Mas a tendência global que parece ganhar mais peso é o assalto a caves, tanto de particulares como de restaurantes de fine dining. Garrafeiras com colecções excepcionais e cujo conteúdo é do domínio público. A publicação de reportagens sobre garrafeiras privadas em revistas da especialidade ou em revistas da sociedade tornou-se frequente, fornecendo pistas preciosas sobre o que se esconde em cada garrafeira. Apesar de muitas destas caves conterem colecções impressionantes pela quantidade e qualidade, a maioria dos furtos costuma reduzir-se a menos de uma centena de garrafas.

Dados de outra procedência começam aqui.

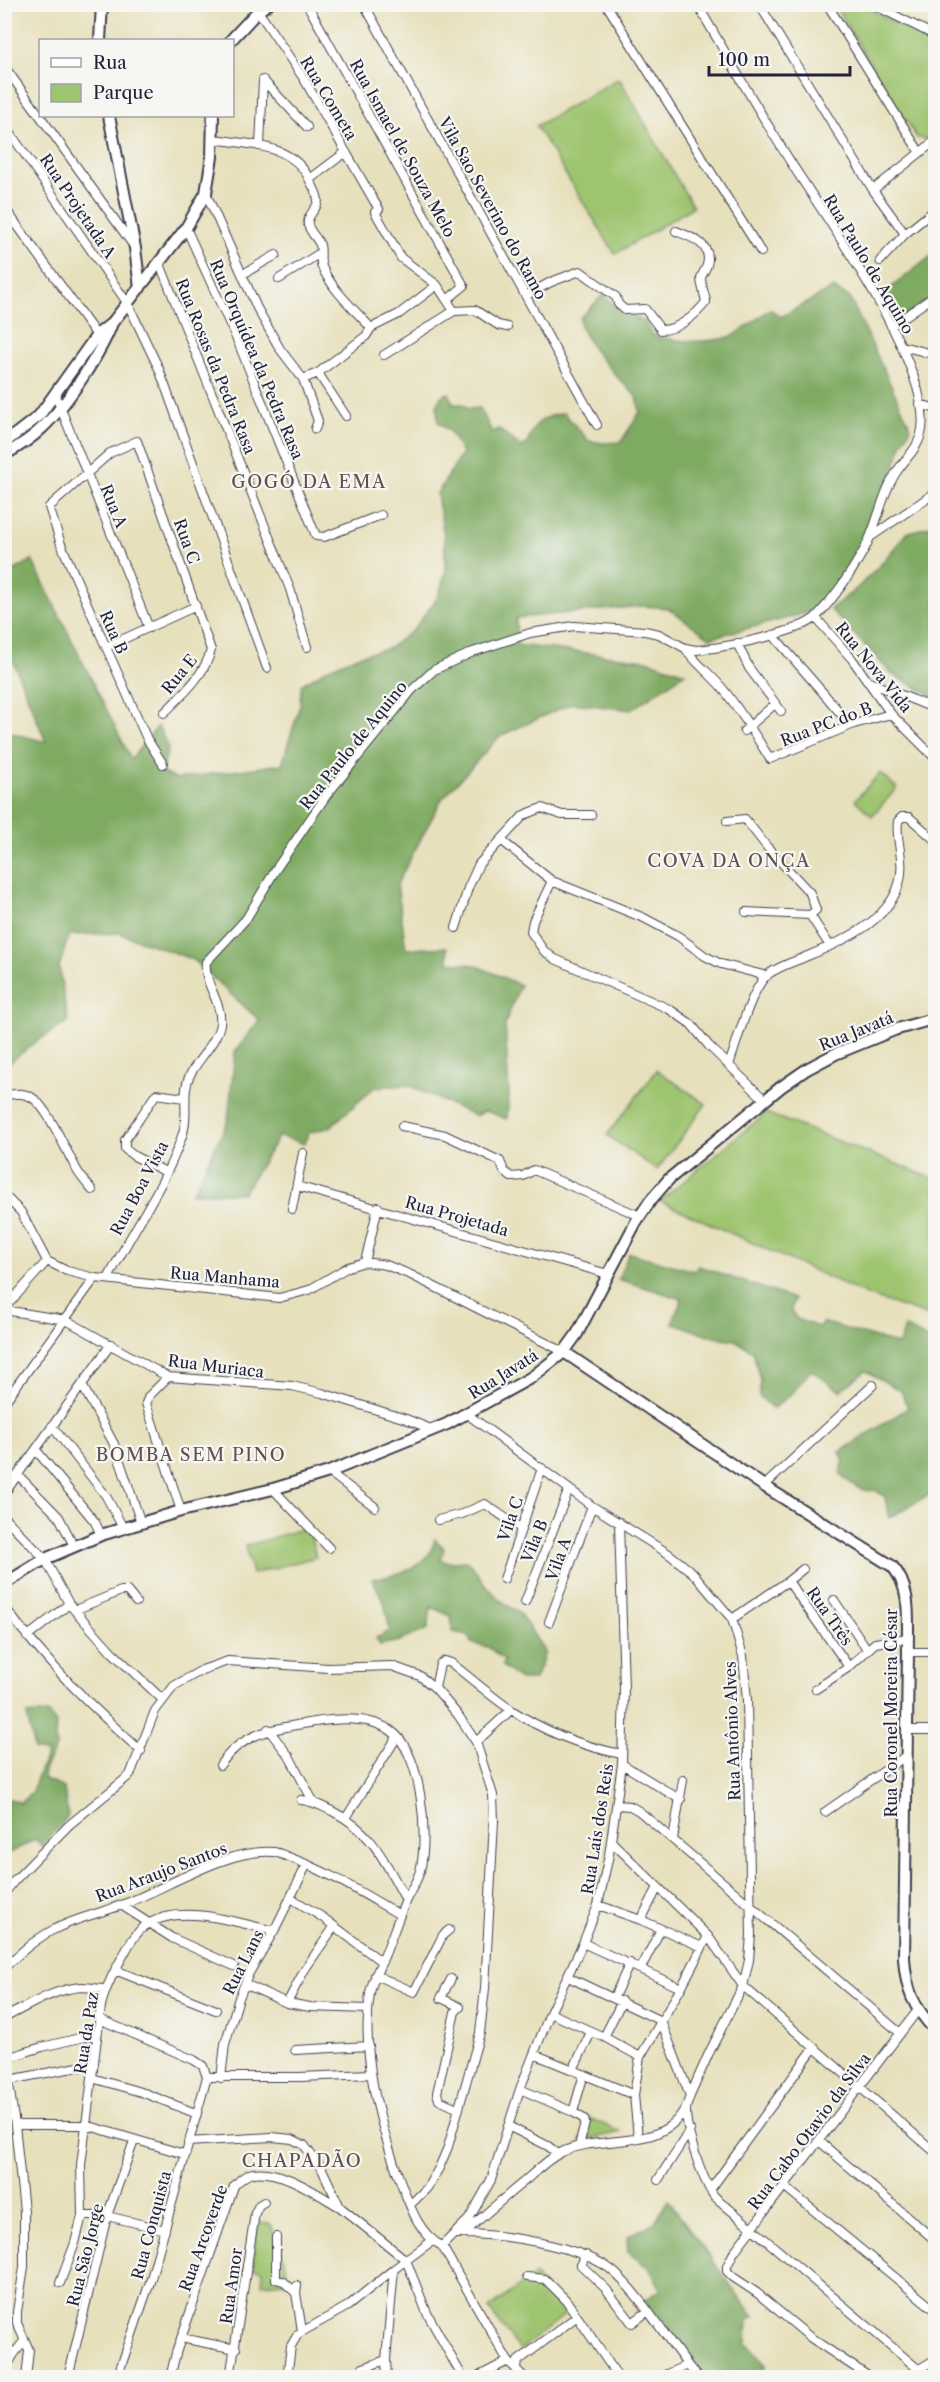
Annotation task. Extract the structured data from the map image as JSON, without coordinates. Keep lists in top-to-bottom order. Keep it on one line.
{"streets":{"street":["Rua Cometa","Rua Ismael de Souza Melo","Rua Projetada A","Vila Sao Severino do Ramo","Rua Paulo de Aquino","Rua Orquídea da Pedra Rasa","Rua Rosas da Pedra Rasa","Rua A","Rua C","Rua B","Rua Nova Vida","Rua E","Rua PC do B","Rua Javatá","Rua Boa Vista","Rua Projetada","Rua Manhama","Rua Muriaca","Vila C","Vila B","Vila A","Rua Três","Rua Coronel Moreira César","Rua Antônio Alves","Rua Laís dos Reis","Rua Araujo Santos","Rua Lans","Rua da Paz","Rua Cabo Otavio da Silva","Rua Conquista","Rua Arcoverde","Rua São Jorge","Rua Amor"]},"crossings":[["Rua Cometa","Rua Ismael de Souza Melo"],["Rua Paulo de Aquino","Rua Nova Vida"],["Rua Paulo de Aquino","Rua Boa Vista"],["Rua A","Rua C"],["Rua A","Rua B"],["Rua C","Rua B"],["Rua C","Rua E"],["Rua Nova Vida","Rua PC do B"],["Rua Javatá","Rua Projetada"],["Rua Javatá","Rua Muriaca"],["Rua Javatá","Rua Coronel Moreira César"],["Rua Javatá","Rua Antônio Alves"],["Rua Boa Vista","Rua Manhama"],["Vila C","Rua Antônio Alves"],["Vila B","Rua Antônio Alves"],["Vila A","Rua Antônio Alves"],["Rua Coronel Moreira César","Rua Cabo Otavio da Silva"],["Rua Antônio Alves","Rua Laís dos Reis"],["Rua Araujo Santos","Rua Lans"]],"districts":["GOGÓ DA EMA","COVA DA ONÇA","BOMBA SEM PINO","CHAPADÃO"],"legend":["Rua","Parque"],"scale_bar":"100 m"}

Bastam duas ou três dúzias de garrafas escolhidas a dedo para atingir valores impressionantes. Muito recentemente foi assaltada a garrafeira de um dos restaurantes mais famosos do mundo, o French Laundry, em Yountville, Napa, na Califórnia, e os larápios contentaram-se em levar 76 garrafas com um valor próximo de 270.000 euros. Do famosíssimo Château d’Yquem, em Sauternes, Bordéus, foram roubadas, ao abrigo da noite, 380 meias garrafas com um valor de mercado próximo dos 110.000 euros. Em Seattle foram roubadas 2500 garrafas de uma garrafeira particular que perfaziam um valor de 570.000 euros.

Descobriu-se mais tarde, quando apanharam os ladrões, que o vinho roubado tinha estado guardado em condições quase perfeitas dentro de um armazém climatizado. O que indicia que muitos destes roubos serão cometidos por profissionais ligados ao vinho, provavelmente com ajuda de alguém de dentro, e com comprador já assegurado. Talvez sejam mais profissionais que George Osumi, um pacato construtor civil de 65 anos que se especializou em limpar as garrafeiras dos clientes a quem fazia obras de reparação repondo as garrafas roubadas com vinhos de qualidade infinitamente inferior. Uma actividade paralela que lhe rendeu quase dois milhões e meio de euros… e cerca de dez anos de cadeia. Quando o vinho vale ouro a tentação é grande.